▶ _Task_
Find out how many lines in the records have the string "Turn" in them, and state only that number.

:: Data shown ::

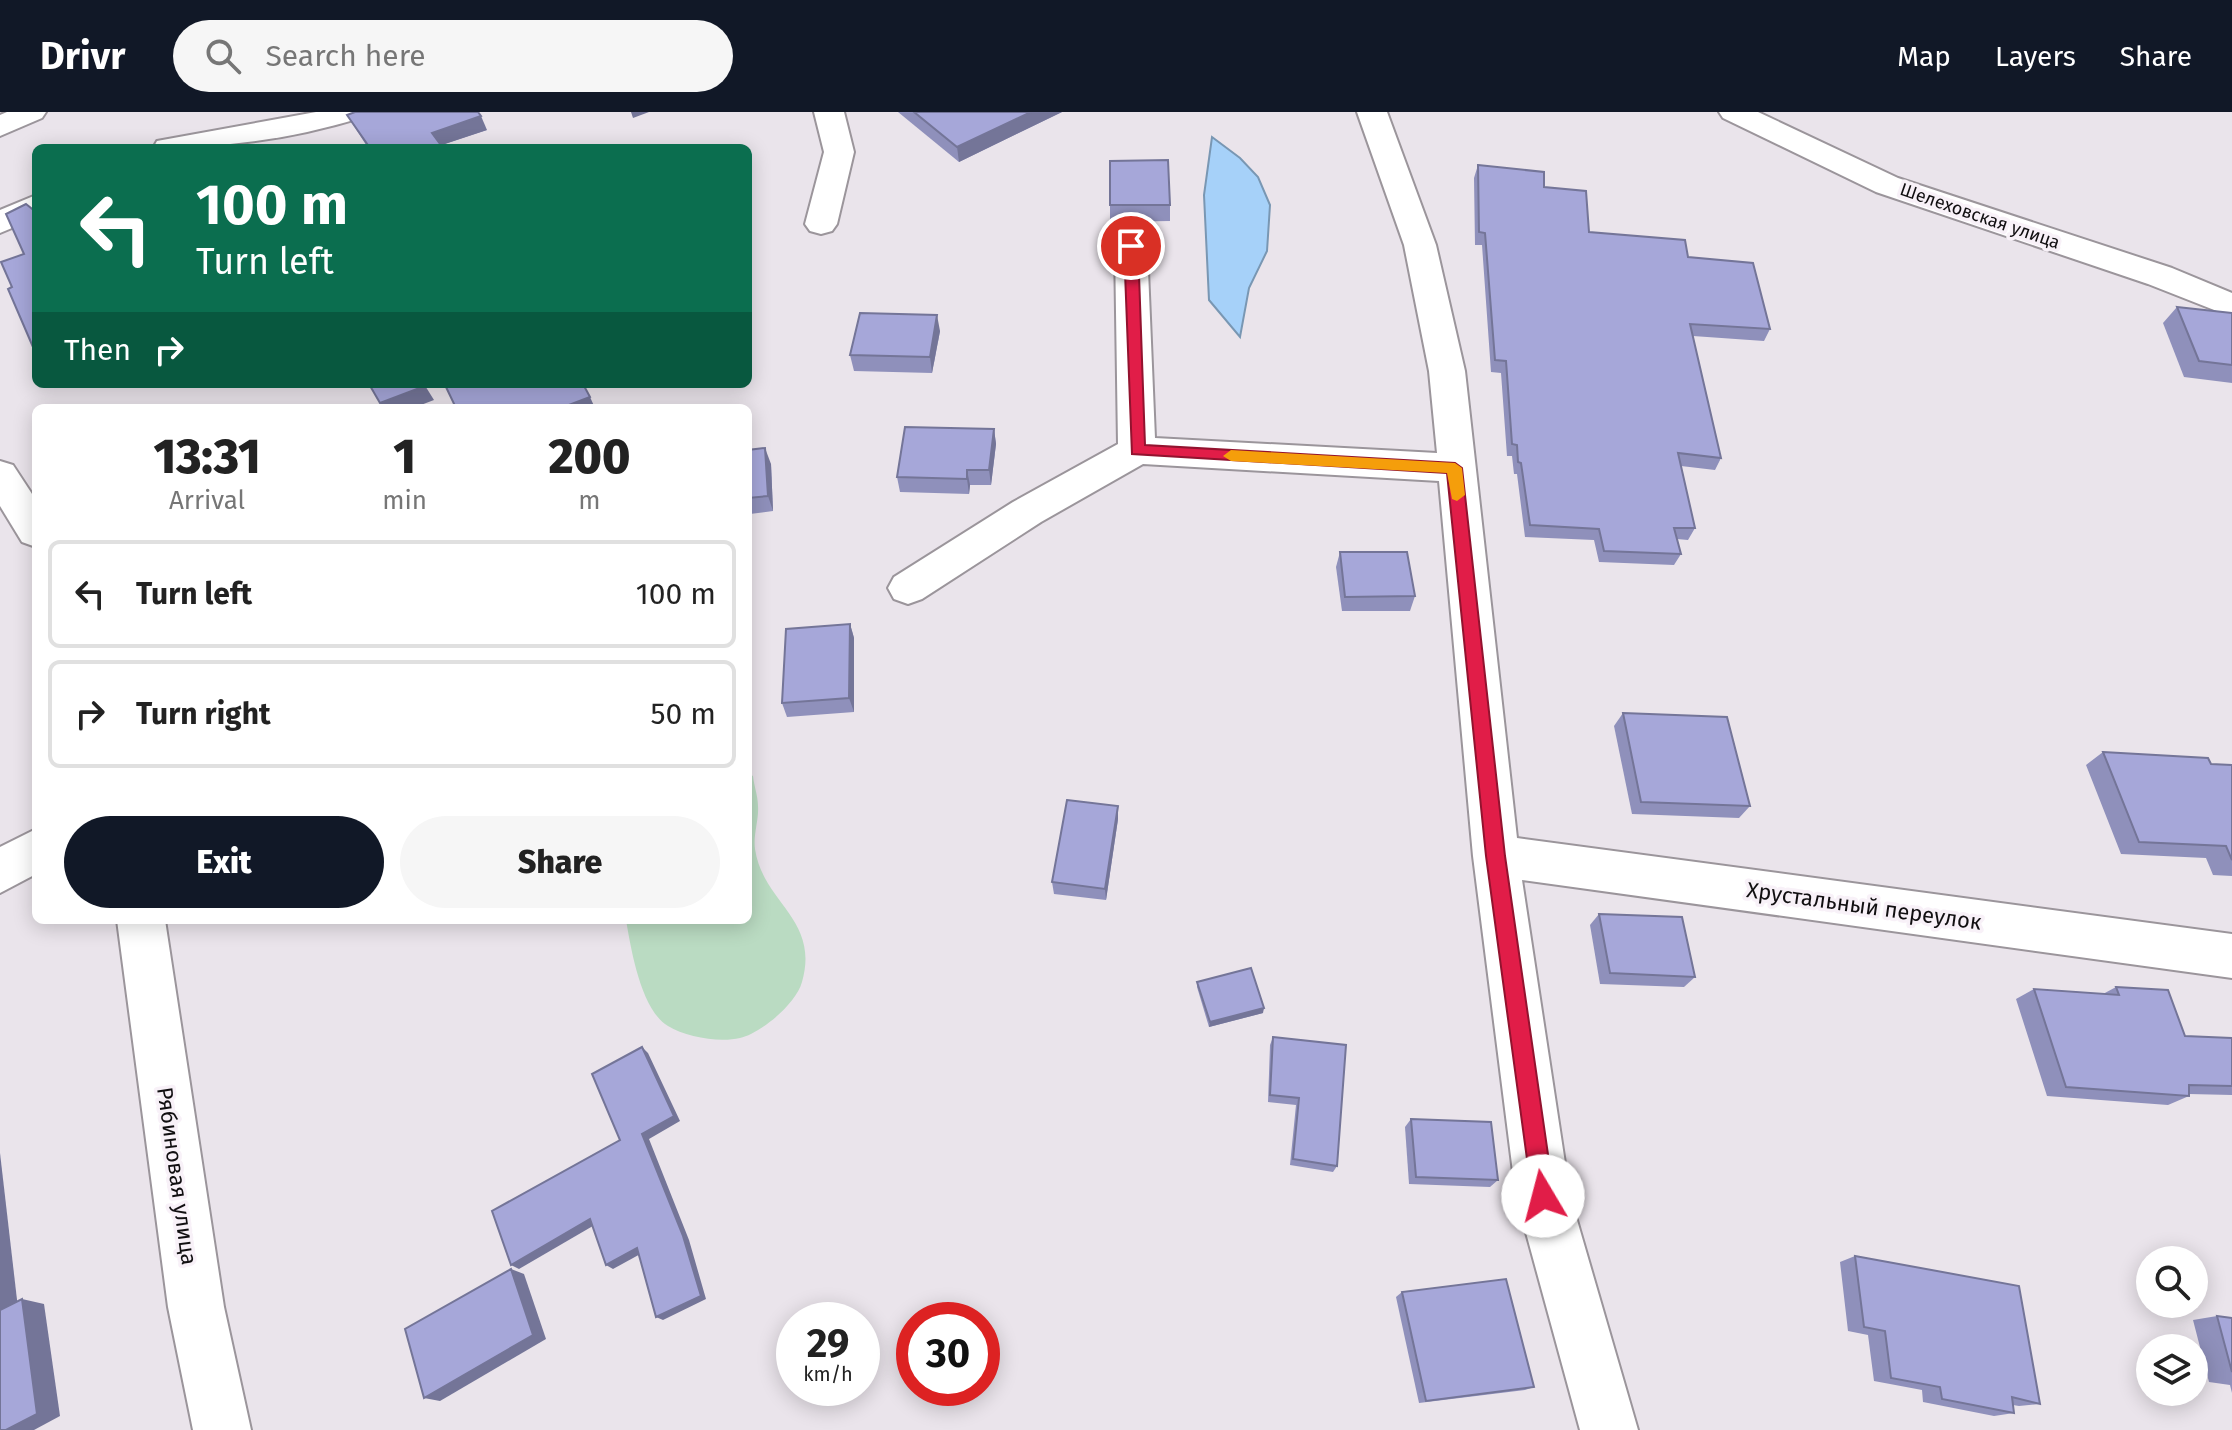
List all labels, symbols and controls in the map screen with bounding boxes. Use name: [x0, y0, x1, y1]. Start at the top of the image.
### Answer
search box: [173, 20, 733, 92]
text: Drivr: [40, 33, 125, 79]
icon: search: [201, 34, 245, 78]
text: Search here: [265, 38, 426, 74]
text: Map: [1897, 40, 1951, 73]
text: Layers: [1995, 40, 2076, 73]
text: Share: [2120, 40, 2192, 73]
text: 100 m: [196, 172, 348, 239]
icon: left: [64, 176, 168, 280]
street label: Шелеховская улица: [1897, 178, 2063, 254]
pin: [1097, 212, 1165, 280]
icon: arrive: [1109, 224, 1153, 268]
text: Turn left: [196, 240, 334, 284]
icon: right: [147, 328, 191, 372]
text: Then: [64, 332, 131, 368]
text: 13:31: [153, 428, 261, 486]
text: 1: [393, 428, 416, 486]
text: 200: [548, 428, 631, 486]
text: Arrival: [169, 485, 245, 516]
text: min: [382, 485, 427, 516]
text: m: [578, 485, 601, 516]
icon: left: [68, 572, 112, 616]
text: Turn left: [136, 576, 252, 612]
text: 100 m: [636, 576, 716, 612]
icon: right: [68, 692, 112, 736]
text: Turn right: [136, 696, 271, 732]
text: 50 m: [651, 696, 716, 732]
button: Exit: [64, 816, 384, 908]
button: Share: [400, 816, 720, 908]
street label: Хрустальный переулок: [1745, 876, 1984, 936]
street label: Рябиновая улица: [151, 1085, 203, 1267]
position arrow: [1501, 1154, 1585, 1238]
map controls: [2136, 1246, 2208, 1406]
button: search: [2136, 1246, 2208, 1318]
speed limit sign: 30: [896, 1302, 1000, 1406]
text: 29: [807, 1320, 849, 1368]
button: layers: [2136, 1334, 2208, 1406]
text: km/h: [803, 1362, 853, 1386]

:::

▶ _Exercise solution_
3